If someone could enlighten me on this issue, I would be very grateful, thank you
The normal technique is by using a feature of the virtual memmory manager present in most modern cpus.
The way that piece of hardware works is that it keeps a list of fragments of memory in a cache, and a list of the addresses to which they correspond. When a program tries to read some memory that is not present in that cache, the MMU doesn't just go and fetch the memory from main ram, because the addresses in the cacher are only 'logical' addresses. Instead, it invokes another program that will interpret the address and fetch that memory from wherever it should be.
That program, called a pager, is supplied by the kernel, and special flags in the MMU prevent that program from being overridden.
If that program determines that the address corresponds to memory the process should get to use, it supplies the MMU with the physical address in main memory that corresponds to the logical address the user program asked for, the MMU fetches it into its cache, and resumes running the user program.
If that address is a 'special' address, like for a memory mapped file, then the kernel fetches the corresponding part of the file into the cache and lets the program run along with that.
If the address is in the range that belongs to the kernel, or that the program hasn't allocated that address to itself yet, the pager raises a SEGFAULT, killing the program.
Because the addresses are logical addresses, not physical addresses, different user programs may use the same logical addresses to mean different physical addresses, the kernel pager program and the MMU make this all transparent and automatic.
This level of protection is not available on older CPU's (like 80286 cpus) and some very low power devices (like ARM CortexM3 or Attiny CPUs) because there is no MMU, all addresses on these systems are physical addresses, with a 1 to 1 correspondence between ram and address space
The “switch” is actually in the processor itself.

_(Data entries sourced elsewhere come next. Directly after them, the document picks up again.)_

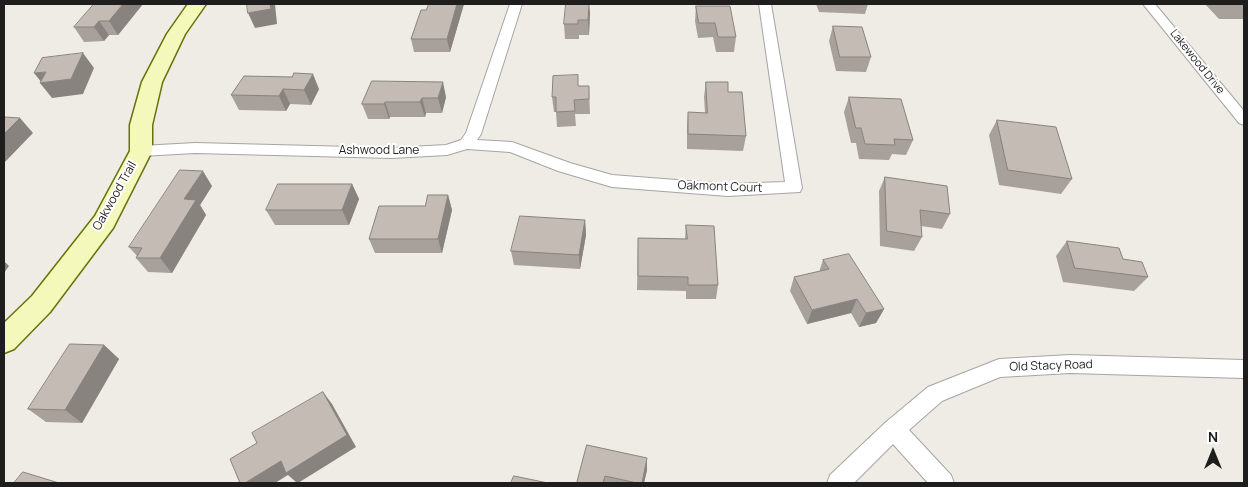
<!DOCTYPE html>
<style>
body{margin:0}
#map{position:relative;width:1248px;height:487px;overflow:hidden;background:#efece5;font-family:Manrope,sans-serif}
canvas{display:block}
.frame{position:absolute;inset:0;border:5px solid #1e1e1e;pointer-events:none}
.north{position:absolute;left:1188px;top:427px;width:50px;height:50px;-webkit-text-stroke:4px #fff;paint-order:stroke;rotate:0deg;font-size:14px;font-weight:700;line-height:20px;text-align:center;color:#1e1e1e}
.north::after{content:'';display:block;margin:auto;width:18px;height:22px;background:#1e1e1e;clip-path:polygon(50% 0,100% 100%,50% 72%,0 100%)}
</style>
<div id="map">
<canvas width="1248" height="487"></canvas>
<div class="frame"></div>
<div class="north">N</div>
</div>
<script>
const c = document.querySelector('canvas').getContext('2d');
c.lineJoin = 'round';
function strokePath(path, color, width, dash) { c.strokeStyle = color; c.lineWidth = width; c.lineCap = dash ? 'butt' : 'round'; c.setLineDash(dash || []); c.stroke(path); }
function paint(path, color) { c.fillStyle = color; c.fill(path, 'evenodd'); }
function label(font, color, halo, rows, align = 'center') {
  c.font = font + ' Manrope,sans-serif'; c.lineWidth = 4; c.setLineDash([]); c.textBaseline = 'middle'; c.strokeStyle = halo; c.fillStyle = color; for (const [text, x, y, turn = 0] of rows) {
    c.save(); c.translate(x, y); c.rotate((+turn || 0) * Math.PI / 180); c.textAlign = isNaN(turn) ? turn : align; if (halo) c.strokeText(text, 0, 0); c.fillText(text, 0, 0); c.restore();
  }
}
const street = new Path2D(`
 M510,4h12l-41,130 -4,6 35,2 58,21 42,12 116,9 57,-2 -26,-178h12l31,184 -2,4 -72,4 -116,-9 -54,-16 -48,-19 -43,-3 -20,6 -55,3 -197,-5 -54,3 -5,-1 -3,-4 3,-4 5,-1 54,-3 197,5 54,-3 15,-5 5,-7z
 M1143,4h12l89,107v14l-5,-2z
 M1070,355l174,5v18l-174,-5 -70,4 -58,24 -33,29 42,45 3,8h-26l-35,-39 -39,39h-27l3,-8 56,-53 42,-35 71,-28z`);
const secondary = new Path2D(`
 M188,4h18l-21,30 -23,48 -10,43v26l-39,77 -63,84 -36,37 -10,4v-30l28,-27 63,-80 35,-65v-26l12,-43 25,-48z`);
strokePath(street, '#a5a5a5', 2);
strokePath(secondary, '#677308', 3);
paint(street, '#fff');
paint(secondary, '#f4f8ba');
paint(new Path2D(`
 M143,4l-25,31h-9l-5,6 -20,1 -10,-15z
 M464,4l-14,48h-36l-3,-13 15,-29z
 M816,4h52l-3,10 -46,-2z
 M1205,4h39v15h-25z
 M696,6l40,31 -2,15h-18l-3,-15 -15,1 -3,-17z
 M590,12l-1,23h-10v4h-14l-1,-15z
 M833,26l38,31 -5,15 -30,-1 -7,-30z
 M292,77l27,12 -8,16 -21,-1 -4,7 -47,-1 -8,-15z
 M372,81l74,16 -4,16h-16l-1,4h-35l-1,2h-21l-6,-15z
 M706,82l22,10 18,44 -3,15 -56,-2v-22l1,-15 17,1 -1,-16z
 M579,86h10l1,28h-15l1,12 -19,1 -1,-15h-2l-2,-15z
 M849,97l64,43 -7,15 -14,-1 -3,6 -30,-1 -3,-16h-5l-7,-31z
 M997,120l75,59 -11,15 -62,-9 -10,-50z
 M885,177l65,37 -8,15 -21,-3 1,11 -8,14 -34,-5 -1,-55z
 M352,184l7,15 -10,26h-74l-9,-15z
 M212,186l-12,19 6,10 -34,58 -24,-1 -12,-14 1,-2 -8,-9z
 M448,195l4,15 -10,43h-67l-6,-14 56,-33z
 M585,220l1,15 -6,34 -66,-4 -3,-14z
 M686,225l32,60 -2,14h-30v-8l-49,-1 1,-52 47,1z
 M1067,241l56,18 25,18 -14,14 -71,-9 -7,-26z
 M823,260l61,49 -8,14 -17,4 -8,-14 -44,11 -17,-33 4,-14 25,-5z
 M104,345l15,14 -37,64 -36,-1 -18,-13z
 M587,445l60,25 -3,13h-67z`), '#a8a19b');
paint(new Path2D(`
 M123,4h20l-25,31 -9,-14z
 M270,4h5l2,20 -22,4 -7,-15z
 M457,4h7l-14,48 -3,-13z
 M589,4l1,8 -1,23 -1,-15z
 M99,21l10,14 -5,6 -10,-14z
 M83,53l11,15 -11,26 -31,4 -12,-15h2l-8,-10 12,-1z
 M313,74l6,15 -8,16 -7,-15z
 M443,82l3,15 -4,16 -4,-15z
 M283,89l7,15 -4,7 -7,-15z
 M422,98l4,15 -1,4 -5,-15z
 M385,102l5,15 -1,2 -5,-15z
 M20,118l13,15 -29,30v-29z
 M203,171l9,15 -12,19 6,10 -34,58 -12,-15 24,-59z
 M352,184l7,15 -10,26 -7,-15z
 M448,195l4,15 -10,43 -4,-14z
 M585,220l1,15 -6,34 -1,-14z
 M4,261l5,5 -5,7z
 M857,299l-6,14 -44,11 5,-14z
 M884,309l-8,14 -17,4 7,-14z
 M104,345l15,14 -37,64 -17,-13z
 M323,392l9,12 24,43 -58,36h-1l-9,-8 -13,8h-30z
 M647,458v12l-3,13h-2z`), '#88837e');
const building = new Path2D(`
 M94,4h29l-14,17h-10l-5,6h-20z
 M247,4h23l1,5 -23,4z
 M429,4h28l-10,35h-36l10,-29h5z
 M566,4h23l-1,16h-10v4h-14z
 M696,6h34l6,31h-18l-3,-14h-16z
 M833,26l29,1 9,30h-31z
 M83,53l-12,26 -31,4 6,-11 -12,1 8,-15z
 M294,73l19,1 -9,16 -21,-1 -4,7 -48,-1 13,-19 48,1z
 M578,75v11h11v13l-15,1 1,11 -19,1v-15h-4l1,-21z
 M372,81l71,1 -5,16h-16l-2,4h-35l-1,2h-22z
 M706,82h22v10h14l4,44 -58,-2v-22l19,1z
 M849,97l52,2 12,41 -19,-1 1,6 -30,-1 -4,-16h-5z
 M4,117l16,1 -16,16z
 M997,120l59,7 16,52 -64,-9z
 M180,170l23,1 -19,28 12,1 -36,58h-24l6,-10 -13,-1z
 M885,177l62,9 3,28 -30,-4 2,27 -35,-6z
 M278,184h74l-10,26h-76z
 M428,195h20l-10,44h-69l10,-33h46z
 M520,216l65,4 -6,35 -68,-4z
 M686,225l28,1 4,59h-30v-8l-50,-1v-38l49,1z
 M1067,241l52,7 4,11 19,3 6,15 -73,-9z
 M849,254l35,55 -18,4 -9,-14 -45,11 -18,-33 35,-8 -6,-9z
 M70,344l34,1 -39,65 -37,-1z
 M323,392l24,43 -61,38 -5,-12 -36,22h-5l-10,-24 27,-16 -5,-10z
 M587,445l60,13 -5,25h-5l-32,-7 -2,7h-26z
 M23,472l36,11h-45z
 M514,476l34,7h-37z`);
paint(building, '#c3bbb4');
strokePath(building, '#88837e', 1);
label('11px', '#1e1e1e', '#fff', [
 ["Lakewood Drive",1197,62,51]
]);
label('12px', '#1e1e1e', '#fff', [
 ["Ashwood Lane",379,151],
 ["Oakmont Court",720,187,2],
 ["Oakwood Trail",115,196,-61],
 ["Old Stacy Road",1051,366,-2]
]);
</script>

Some instructions are only available in kernel mode (a.k.a. ring 0 on i386). Switching from kernel mode to user mode is easy. However, there are not so many ways to switch back to kernel mode. You can either:
send an interrupt to the processor
make a system call.
In either case, the operation has the side effect of transferring the control to some trusted, kernel code.

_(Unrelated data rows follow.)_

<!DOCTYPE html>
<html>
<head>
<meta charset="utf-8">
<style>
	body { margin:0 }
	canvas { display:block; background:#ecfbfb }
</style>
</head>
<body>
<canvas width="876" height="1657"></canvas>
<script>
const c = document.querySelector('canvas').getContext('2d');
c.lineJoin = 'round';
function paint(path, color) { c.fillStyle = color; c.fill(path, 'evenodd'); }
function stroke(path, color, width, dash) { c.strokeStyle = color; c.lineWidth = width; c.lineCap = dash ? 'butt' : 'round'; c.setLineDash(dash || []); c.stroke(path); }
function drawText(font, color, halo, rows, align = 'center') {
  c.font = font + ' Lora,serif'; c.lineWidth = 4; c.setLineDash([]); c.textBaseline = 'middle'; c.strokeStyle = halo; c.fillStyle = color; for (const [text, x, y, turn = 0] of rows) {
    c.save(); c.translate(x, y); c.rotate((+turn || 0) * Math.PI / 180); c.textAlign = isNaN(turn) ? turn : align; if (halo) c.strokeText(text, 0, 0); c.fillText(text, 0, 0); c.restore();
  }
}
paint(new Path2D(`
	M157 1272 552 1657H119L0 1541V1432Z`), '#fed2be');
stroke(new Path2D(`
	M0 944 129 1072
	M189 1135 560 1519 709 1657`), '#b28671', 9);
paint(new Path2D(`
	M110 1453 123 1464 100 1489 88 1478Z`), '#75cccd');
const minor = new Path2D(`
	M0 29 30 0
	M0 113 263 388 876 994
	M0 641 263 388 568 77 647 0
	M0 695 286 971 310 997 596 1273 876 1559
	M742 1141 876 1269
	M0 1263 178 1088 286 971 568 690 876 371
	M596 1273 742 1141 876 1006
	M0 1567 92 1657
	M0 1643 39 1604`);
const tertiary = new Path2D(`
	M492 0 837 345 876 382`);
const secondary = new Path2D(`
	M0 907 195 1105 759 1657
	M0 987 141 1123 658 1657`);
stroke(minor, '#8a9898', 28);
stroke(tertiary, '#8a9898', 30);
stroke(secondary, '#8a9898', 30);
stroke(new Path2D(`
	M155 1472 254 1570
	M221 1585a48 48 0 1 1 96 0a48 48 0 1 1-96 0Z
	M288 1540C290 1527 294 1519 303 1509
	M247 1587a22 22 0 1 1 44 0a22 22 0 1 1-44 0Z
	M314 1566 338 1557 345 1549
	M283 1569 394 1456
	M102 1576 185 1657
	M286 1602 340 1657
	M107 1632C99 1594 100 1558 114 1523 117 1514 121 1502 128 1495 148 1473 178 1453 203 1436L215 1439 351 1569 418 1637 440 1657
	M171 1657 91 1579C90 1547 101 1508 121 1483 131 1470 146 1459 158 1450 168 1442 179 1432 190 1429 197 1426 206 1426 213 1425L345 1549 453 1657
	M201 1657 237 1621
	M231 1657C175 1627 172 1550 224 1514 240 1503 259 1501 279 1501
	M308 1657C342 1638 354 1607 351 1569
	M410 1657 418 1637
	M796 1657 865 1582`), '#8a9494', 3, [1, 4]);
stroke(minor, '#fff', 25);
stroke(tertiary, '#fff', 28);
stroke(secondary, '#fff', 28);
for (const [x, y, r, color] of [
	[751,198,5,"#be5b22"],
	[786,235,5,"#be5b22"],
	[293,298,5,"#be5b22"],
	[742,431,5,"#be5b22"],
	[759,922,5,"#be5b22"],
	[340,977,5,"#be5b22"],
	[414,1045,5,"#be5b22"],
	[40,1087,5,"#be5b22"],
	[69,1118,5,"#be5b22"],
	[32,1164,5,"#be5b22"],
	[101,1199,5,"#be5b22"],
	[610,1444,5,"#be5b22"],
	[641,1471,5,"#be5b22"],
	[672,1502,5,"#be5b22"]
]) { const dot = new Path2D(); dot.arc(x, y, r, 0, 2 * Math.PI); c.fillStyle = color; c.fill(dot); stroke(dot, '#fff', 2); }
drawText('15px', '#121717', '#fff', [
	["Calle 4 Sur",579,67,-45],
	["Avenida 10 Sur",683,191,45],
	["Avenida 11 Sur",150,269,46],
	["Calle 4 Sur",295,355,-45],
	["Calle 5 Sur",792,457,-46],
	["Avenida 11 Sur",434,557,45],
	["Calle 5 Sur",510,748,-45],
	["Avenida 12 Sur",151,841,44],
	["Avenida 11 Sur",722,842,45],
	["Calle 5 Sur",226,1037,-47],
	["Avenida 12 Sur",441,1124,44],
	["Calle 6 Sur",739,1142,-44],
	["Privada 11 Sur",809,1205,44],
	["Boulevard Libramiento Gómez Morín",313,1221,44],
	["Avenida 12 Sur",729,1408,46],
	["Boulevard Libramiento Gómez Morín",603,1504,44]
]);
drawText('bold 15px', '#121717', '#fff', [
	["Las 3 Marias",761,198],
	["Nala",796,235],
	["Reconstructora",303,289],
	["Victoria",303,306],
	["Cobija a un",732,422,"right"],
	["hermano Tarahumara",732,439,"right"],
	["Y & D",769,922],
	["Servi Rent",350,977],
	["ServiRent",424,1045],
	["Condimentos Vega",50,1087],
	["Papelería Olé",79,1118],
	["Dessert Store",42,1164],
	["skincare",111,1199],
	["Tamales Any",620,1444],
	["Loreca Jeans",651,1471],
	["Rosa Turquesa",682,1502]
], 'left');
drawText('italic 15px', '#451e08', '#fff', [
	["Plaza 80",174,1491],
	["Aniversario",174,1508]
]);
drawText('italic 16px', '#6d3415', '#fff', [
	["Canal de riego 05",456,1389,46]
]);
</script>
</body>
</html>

When a computer boots up, it starts running code from some well known location. That code ultimately ends up loading some OS kernel to memory and passing control to it. The OS kernel then sets up the CPU memory map via some CPU specific method.
And for example if driver is in kernel mode how does OS manages its integration to system so there is not malicious software added as a driver?

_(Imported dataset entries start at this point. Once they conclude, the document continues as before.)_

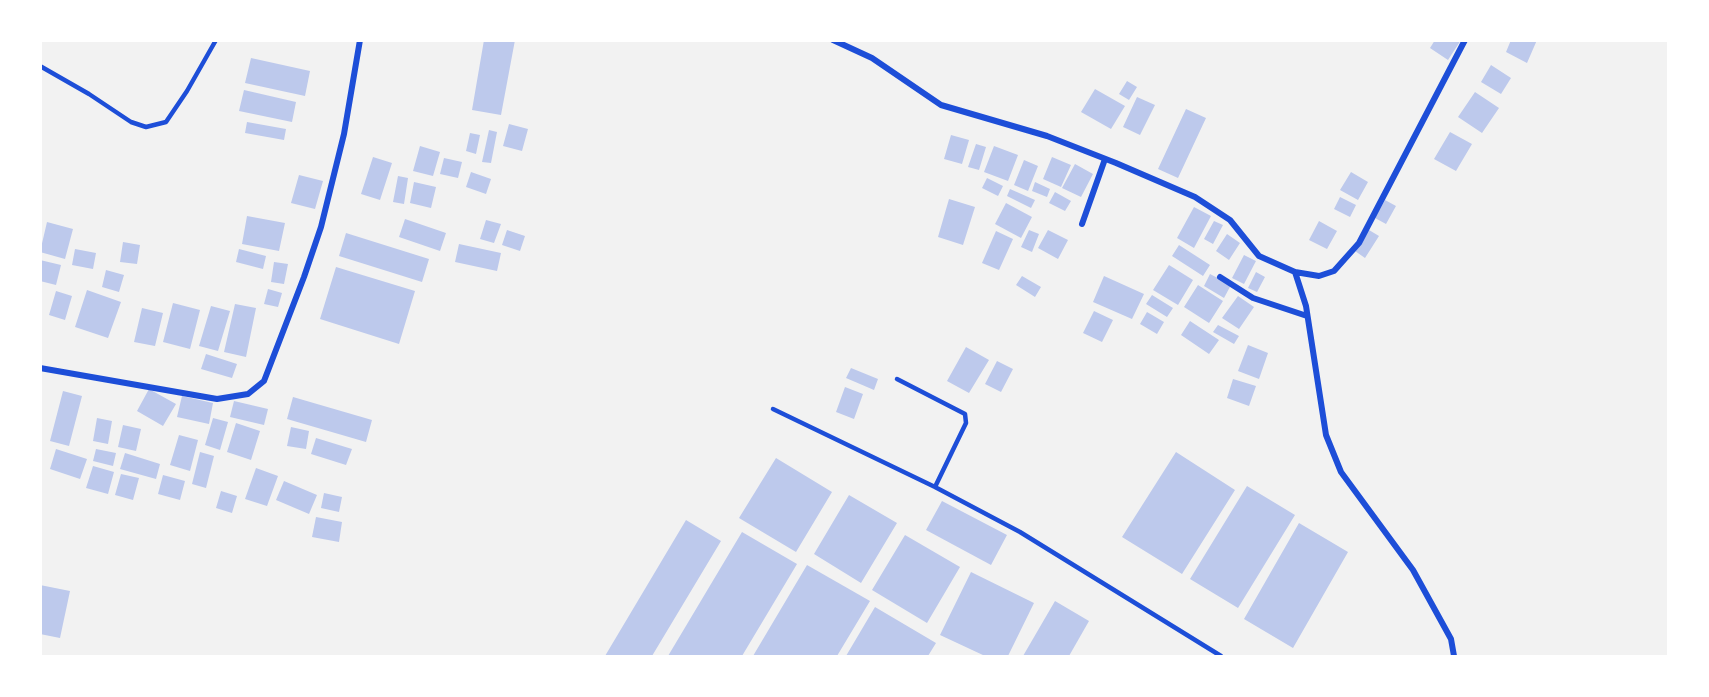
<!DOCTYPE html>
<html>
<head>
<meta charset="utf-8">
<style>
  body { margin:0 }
  #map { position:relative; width:1709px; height:697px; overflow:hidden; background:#f2f2f2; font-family:Overpass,sans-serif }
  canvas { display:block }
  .frame { position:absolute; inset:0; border:42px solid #fff; pointer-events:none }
</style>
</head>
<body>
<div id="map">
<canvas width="1709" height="697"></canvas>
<div class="frame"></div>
</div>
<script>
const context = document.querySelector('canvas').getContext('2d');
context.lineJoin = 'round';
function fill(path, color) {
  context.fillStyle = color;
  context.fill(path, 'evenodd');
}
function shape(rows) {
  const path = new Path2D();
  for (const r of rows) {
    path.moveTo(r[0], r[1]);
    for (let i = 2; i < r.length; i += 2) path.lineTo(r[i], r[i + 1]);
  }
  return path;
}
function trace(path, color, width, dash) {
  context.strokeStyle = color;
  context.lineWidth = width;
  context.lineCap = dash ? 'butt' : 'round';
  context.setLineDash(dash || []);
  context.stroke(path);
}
const building = shape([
  [484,40,515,40,501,115,472,110],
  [1435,40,1461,40,1448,60,1430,48],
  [1511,40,1537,40,1527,63,1506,52],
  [251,58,310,71,305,96,245,83],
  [1491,65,1511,78,1501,94,1481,82],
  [1127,81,1137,87,1129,100,1119,94],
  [1095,89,1125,106,1111,129,1081,112],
  [244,90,296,102,292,122,239,111],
  [1475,92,1499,108,1482,133,1458,117],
  [1137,97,1155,105,1140,135,1123,127],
  [1186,109,1206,118,1178,178,1158,169],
  [247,122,286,129,284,140,245,133],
  [509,124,528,129,522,151,503,146],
  [489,130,497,132,491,163,482,162],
  [1450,132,1472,144,1456,171,1434,159],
  [470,133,480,135,476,154,466,151],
  [951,135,969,140,962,164,944,159],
  [976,144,986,147,979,170,968,167],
  [420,146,440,152,433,176,413,171],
  [994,146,1018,155,1008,181,984,172],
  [373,157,392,163,380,200,361,194],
  [1052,157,1071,165,1061,187,1043,179],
  [444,158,462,162,458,178,440,174],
  [1024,160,1038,166,1028,191,1014,185],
  [1075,164,1093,174,1081,197,1062,188],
  [471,172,491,179,486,194,466,187],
  [1351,172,1368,182,1358,200,1340,190],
  [299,175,323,181,315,209,291,203],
  [398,176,408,178,404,204,393,202],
  [987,178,1003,186,998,196,982,188],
  [414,182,436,187,431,208,410,203],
  [1035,182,1050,189,1047,197,1032,191],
  [1010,189,1035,200,1031,208,1007,196],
  [1055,192,1071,201,1065,211,1049,203],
  [1340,197,1356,205,1350,217,1334,209],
  [949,199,975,207,963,245,938,237],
  [1385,200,1396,206,1386,224,1375,218],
  [1006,203,1032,217,1021,238,995,224],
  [1194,207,1211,216,1194,248,1177,238],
  [247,216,285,223,279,251,242,244],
  [405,219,446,233,440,251,399,237],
  [486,220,501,224,494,243,480,239],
  [1214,221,1223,225,1213,244,1204,239],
  [1319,221,1337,231,1327,249,1309,240],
  [47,222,73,229,65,259,40,252],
  [507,230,525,236,520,251,502,245],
  [1029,230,1039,234,1032,252,1021,247],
  [1048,230,1068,240,1058,259,1038,248],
  [1369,230,1379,236,1365,258,1355,251],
  [996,231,1013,239,999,270,982,263],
  [346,233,429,259,422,282,339,256],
  [1227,234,1240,243,1229,260,1216,251],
  [123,242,140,245,137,264,120,262],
  [459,244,501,253,497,271,455,262],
  [1179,245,1210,265,1203,276,1172,256],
  [75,249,96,253,93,269,72,265],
  [239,249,266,256,263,269,236,262],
  [1244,255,1256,261,1244,284,1232,278],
  [40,260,61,265,56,285,40,281],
  [274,262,288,264,284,284,271,282],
  [1169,265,1193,280,1178,305,1153,290],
  [336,267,415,291,399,344,320,319],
  [106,270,124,275,119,292,102,287],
  [1256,272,1265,277,1257,292,1248,288],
  [1210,274,1231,285,1224,298,1204,286],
  [1022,276,1041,287,1035,297,1016,285],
  [1104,276,1144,294,1132,319,1093,302],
  [1198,285,1223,301,1209,323,1184,307],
  [268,289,282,293,278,307,264,304],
  [87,290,121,302,108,338,75,327],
  [56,291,72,296,65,320,49,315],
  [1152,295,1173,308,1167,317,1146,304],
  [1238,296,1254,307,1239,329,1222,318],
  [173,303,200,310,190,349,163,342],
  [235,304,256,308,246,357,224,352],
  [211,306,230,311,218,351,199,346],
  [142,308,163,313,155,346,134,342],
  [1094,311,1113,320,1102,342,1083,333],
  [1147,312,1164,322,1157,334,1140,324],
  [1190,321,1219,340,1209,354,1181,335],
  [1218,325,1239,336,1234,344,1213,332],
  [1248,345,1268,353,1259,379,1238,371],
  [966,347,989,360,969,393,947,381],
  [206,354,237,364,232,378,201,369],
  [997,361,1013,369,1001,392,985,384],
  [851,368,878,379,874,390,846,378],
  [1233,379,1256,386,1249,406,1227,398],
  [845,387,863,394,854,419,836,412],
  [149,389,176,404,163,426,137,411],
  [63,391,82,396,69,446,50,441],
  [182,396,213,403,209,424,177,417],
  [293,397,372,420,366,442,287,419],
  [234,401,268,409,264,425,230,417],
  [97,418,112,421,108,444,93,441],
  [213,418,228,422,220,450,205,445],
  [236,423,260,431,251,460,227,452],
  [123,425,141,429,136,451,118,447],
  [291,427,309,431,306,449,287,446],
  [179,435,198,440,190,471,170,465],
  [316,438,352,449,346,465,311,454],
  [56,449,87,459,80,479,50,469],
  [96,449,116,453,113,466,93,461],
  [200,452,214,456,206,488,192,484],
  [1176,452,1235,490,1182,574,1122,537],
  [125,453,160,464,156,479,120,469],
  [776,458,832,492,796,552,739,518],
  [93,466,114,472,108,494,86,488],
  [256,468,278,476,267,506,245,499],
  [121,474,139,478,133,500,115,495],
  [163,475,185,481,180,500,158,494],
  [284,481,317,495,309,514,276,500],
  [1247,486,1295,515,1238,608,1190,579],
  [221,491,237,496,232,513,216,508],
  [324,493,342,497,339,512,321,508],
  [849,495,897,523,861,583,814,554],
  [942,501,1007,535,991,565,926,530],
  [316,517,342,522,339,542,312,537],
  [686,520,721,541,652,656,605,656],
  [1299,523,1348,552,1293,648,1244,619],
  [742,532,797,564,742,656,668,656],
  [905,535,960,567,927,623,872,590],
  [807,565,870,601,837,656,753,656],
  [971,572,1034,603,1008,656,985,656,940,635],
  [40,585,70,591,60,638,40,634],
  [1055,601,1089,621,1069,656,1023,656],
  [875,607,936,643,928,656,846,656]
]);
const service = shape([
  [40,66,89,94,131,122,146,127,166,122,187,91,216,40],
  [897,379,965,414,966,423,935,487],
  [773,409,935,487,1020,532,1221,656]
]);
const minor = shape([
  [833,40,872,58,941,105,1047,136,1116,163,1195,197,1230,220,1259,256,1295,272,1306,306,1326,435,1341,472,1413,570,1451,639,1454,656],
  [1082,224,1105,159],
  [1295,272,1319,276,1334,271,1359,243,1465,40],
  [1220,277,1253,298,1307,316],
  [40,368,217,399,248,394,264,381,304,277,321,227,344,134,360,40]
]);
fill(building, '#bdc9ec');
trace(service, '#1d4ed8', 4.5);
trace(minor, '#1d4ed8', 6);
</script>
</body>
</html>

It actually depends on the OS architecture. I will give you two examples:
Linux kernel: A driver code can be very powerful. The level of protections are following:
a) A driver is allowed to access limited number of symbols in the kernel, specified using EXPORT_SYMBOL. The exported symbols are generally functions. But nothing prevents a driver from trashing a kernel using wild pointers. And the security using EXPORT_SYMBOL is nominal.
b) A driver can only be loaded by the privileged user who has root permission on the box. So as long as root privileges are not breached system is safe.
Micro kernel like QNX: The operating system exports enough interface to the user so that a driver can be implemented as a user space program. Hence the driver at least cannot easily trash the system.